Ammonia Gas Detection – NH3 Gas Dangers & Detectors

Published 12 Dec 2016

• By Chris Dodds : estimated reading time 16 minutes

Ammonia Gas Detection

This Gas Detection Blog article aims to provide information for people working in industries where they may be exposed to risks associated with ammonia gas escapes or leaks.

Firstly, the article will explore common applications/industries where ammonia is used and then discuss the potential risks to people, plant and environment from ammonia gas exposure.

The article includes guidelines and legislation set out by both the HSE & OSHA for the control of dangerous substances in the workplace.

Finally, the article looks at gas detection methods for ammonia and considerations that should be taken when selecting a gas detector which is fit for purpose.

Ammonia has been used for over a century as refrigeration gas and has no global warming potential or effect on the ozone level. The drawback of ammonia is the fact that it is very toxic with a pungent odour and, in high concentrations, can be flammable.

Hence, in order to avoid workplace injury and accident a gas detection system is a necessary risk-reduction measure.

A recent, well documented ammonia gas explosion occurred in West Texas killing 15 people and injuring more than 260. Reports from the time said the explosion razed an area the size of a small town to the ground and the explosion was felt 50 miles away.

The blast at the West Fertiliser Company (WFC) completely destroyed the manufacturing plant, caused widespread damage to more than 150 offsite buildings and and was one of the most destructive incidents ever investigated by the U.S Chemical Safety and Hazard Investigation Board as measured by loss of life to emergency responders and civilians.

The ammonia explosion was catastrophic and had such far reaching implications that the WFC filed for bankruptcy following the explosion.

Some people even compared it to a nuclear explosion. The picture shows the aftermath but the video captured by a local resident really does give some appreciation for the size of the ammonia gas explosion.

West Texas Ammonia Gas Explosion

ConAgra Natural Gas Explosion & Ammonia Release

Dangers of intentionally releasing natural gas into work areas. USCSB.

What is Ammonia Gas?

NH3 Ammonia Gas

Ammonia does occur naturally in the atmosphere all be it in trace quantities. The kidneys actually secrete ammonia to neutralise acid (you just learnt something new didn’t you). It is also used by the body as a building block for making proteins and other complex molecules.

Ammonia is a colourless gas with a pungent smell and in its purest form is known as anhydrous ammonia. It has the chemical symbol NH3 and is widely used in industries such as fertiliser, food, pharmaceutical and chemical.

Annual global production of ammonia is estimated to be 198,000,000 tonnes. Approximately 80% of this is used as fertilisers. Although it is considered difficult to burn it does pose the risk of explosion when stored under pressure and exposed to a high temperature ignition source.

Ammonia reacts violently with water, is  considered corrosive and toxic as it will cause damage to skin, eyes and respiratory system and can even cause death if the person is exposed to sufficient levels. Before going any further, its worth a quick lesson on how dangerous substances like ammonia are controlled in the work place.

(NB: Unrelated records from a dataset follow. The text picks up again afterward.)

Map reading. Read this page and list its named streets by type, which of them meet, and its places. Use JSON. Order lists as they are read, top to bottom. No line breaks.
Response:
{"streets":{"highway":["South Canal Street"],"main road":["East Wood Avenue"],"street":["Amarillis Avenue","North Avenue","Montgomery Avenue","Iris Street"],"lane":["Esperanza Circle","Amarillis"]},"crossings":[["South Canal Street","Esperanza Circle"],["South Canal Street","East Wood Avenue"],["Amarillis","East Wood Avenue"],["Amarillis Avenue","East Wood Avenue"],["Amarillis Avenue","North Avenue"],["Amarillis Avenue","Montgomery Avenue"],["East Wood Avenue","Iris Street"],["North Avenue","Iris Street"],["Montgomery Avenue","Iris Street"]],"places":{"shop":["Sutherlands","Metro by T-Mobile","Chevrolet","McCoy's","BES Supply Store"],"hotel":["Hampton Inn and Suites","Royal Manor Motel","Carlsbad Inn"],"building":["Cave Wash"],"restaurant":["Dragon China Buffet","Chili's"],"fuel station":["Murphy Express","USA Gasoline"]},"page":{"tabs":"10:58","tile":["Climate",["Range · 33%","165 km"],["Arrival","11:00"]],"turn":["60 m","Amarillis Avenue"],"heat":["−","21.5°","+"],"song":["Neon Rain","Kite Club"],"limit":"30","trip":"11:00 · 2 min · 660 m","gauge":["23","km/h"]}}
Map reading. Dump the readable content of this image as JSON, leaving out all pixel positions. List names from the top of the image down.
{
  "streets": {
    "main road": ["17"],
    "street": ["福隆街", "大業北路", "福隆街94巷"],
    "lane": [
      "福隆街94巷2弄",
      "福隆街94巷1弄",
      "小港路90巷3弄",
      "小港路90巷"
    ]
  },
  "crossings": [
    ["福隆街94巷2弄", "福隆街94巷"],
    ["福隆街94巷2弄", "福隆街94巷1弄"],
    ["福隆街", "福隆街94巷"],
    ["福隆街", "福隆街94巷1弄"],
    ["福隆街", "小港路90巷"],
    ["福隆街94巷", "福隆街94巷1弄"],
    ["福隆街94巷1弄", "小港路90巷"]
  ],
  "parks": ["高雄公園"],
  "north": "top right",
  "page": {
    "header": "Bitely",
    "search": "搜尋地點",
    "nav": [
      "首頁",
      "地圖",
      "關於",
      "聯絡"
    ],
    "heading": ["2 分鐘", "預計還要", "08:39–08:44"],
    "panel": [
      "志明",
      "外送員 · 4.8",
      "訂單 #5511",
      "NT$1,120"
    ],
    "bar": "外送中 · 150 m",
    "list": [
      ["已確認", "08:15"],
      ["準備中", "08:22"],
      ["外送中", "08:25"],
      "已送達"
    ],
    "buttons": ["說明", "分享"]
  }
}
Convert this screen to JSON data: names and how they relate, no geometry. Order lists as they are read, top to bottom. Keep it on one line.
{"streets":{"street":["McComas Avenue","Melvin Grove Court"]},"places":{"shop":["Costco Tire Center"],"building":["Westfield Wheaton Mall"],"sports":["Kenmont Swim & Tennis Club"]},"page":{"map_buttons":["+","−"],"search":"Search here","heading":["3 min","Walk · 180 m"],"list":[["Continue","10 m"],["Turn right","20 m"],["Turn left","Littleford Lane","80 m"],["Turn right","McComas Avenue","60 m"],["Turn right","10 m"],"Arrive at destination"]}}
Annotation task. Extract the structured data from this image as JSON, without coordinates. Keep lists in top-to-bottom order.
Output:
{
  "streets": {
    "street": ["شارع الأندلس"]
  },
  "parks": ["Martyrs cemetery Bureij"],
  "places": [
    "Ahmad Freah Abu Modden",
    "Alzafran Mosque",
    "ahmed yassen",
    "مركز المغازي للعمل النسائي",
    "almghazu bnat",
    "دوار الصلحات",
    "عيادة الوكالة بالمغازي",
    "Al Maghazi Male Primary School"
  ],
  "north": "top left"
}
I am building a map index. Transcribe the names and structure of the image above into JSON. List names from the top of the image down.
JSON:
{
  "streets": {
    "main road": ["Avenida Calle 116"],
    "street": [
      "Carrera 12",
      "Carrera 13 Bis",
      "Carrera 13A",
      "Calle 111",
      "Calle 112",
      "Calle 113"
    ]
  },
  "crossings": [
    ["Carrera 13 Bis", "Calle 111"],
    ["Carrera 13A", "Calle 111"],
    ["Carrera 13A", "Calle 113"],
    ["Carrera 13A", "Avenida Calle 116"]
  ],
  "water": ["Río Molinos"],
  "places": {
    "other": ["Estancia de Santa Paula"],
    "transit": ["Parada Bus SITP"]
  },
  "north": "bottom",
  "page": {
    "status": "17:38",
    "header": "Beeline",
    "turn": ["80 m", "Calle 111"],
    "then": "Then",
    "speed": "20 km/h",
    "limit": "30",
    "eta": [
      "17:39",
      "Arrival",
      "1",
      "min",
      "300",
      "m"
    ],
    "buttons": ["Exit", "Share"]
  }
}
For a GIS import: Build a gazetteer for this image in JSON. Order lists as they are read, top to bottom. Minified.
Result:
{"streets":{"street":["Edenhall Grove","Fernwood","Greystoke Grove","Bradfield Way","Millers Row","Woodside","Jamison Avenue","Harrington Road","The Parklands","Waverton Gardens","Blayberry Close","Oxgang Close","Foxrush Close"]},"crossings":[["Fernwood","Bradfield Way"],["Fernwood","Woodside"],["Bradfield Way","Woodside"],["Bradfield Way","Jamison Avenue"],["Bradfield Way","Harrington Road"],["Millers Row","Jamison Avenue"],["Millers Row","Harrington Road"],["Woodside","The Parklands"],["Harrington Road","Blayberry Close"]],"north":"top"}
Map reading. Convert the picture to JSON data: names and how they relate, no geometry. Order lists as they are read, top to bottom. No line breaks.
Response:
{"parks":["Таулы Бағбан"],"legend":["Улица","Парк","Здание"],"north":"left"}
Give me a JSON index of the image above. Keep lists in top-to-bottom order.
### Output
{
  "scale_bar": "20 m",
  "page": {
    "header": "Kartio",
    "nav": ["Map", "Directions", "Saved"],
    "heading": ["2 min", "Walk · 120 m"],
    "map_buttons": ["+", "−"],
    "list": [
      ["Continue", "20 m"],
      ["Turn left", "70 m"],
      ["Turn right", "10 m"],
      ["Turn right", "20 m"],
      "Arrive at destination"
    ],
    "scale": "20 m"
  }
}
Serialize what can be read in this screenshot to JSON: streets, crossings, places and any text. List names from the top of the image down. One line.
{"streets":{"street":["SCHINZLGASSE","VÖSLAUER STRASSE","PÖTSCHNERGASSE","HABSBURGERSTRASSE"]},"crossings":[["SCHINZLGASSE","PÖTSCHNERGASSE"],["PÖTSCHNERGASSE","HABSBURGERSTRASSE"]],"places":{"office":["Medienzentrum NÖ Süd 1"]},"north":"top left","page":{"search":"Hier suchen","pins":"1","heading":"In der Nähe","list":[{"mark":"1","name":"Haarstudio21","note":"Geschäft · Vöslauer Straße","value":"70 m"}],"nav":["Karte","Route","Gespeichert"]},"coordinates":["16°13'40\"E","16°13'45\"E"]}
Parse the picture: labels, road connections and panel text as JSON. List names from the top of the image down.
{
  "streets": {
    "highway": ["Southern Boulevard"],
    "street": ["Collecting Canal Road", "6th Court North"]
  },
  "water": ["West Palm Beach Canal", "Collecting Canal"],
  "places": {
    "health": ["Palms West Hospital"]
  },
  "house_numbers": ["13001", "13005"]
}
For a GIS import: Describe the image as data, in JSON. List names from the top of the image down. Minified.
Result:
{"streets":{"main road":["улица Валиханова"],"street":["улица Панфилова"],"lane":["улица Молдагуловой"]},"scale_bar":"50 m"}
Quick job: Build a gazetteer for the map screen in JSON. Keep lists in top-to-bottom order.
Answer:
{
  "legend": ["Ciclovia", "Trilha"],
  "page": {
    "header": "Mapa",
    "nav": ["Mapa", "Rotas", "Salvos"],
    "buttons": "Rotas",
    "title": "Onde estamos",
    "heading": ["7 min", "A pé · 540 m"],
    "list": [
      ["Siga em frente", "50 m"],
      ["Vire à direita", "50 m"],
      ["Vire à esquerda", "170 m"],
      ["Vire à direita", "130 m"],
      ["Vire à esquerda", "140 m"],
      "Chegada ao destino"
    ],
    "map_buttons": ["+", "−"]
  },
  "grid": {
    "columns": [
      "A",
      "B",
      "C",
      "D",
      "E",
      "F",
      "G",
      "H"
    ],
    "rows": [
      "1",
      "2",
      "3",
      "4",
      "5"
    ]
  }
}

For over a century, ammonia gas has been used a refrigerant gas and as such has no global warming potential or effect on the ozone level. The main drawback of ammonia gas is the toxicity, pungent odour and in high concentrations its flammability.

There are at least four main problems with using ammonia gas as a refrigerant. These are:

1. The protection of personnel on site. By using ammonia gas extra precautions must be taken to ensure the safety of the workers on site. This can be done with the use of both fixed and portable gas detectors.
2. Ammonia gas will taint any food that is stored in cold stores or chillers resulting in a large loss of product. If there is a risk of ammonia reaching food storage areas then low level gas detection equipment must be installed.
3. Gas detectors used in a plant room should be able to operate in a constant background as in these working areas there is always small leaks due to moving equipment, valves and joints therefore background ammonia can always be expected.
4. Despite ammonia being a flammable gas, it is relatively difficult to set alight and can only be set alight at high concentrations (15.4% v/v). Despite this the gas should still be monitored for an explosion risk in any area where these levels could be possible. Explosion and fire risks should always be considered where there are high levels of ammonia being stored.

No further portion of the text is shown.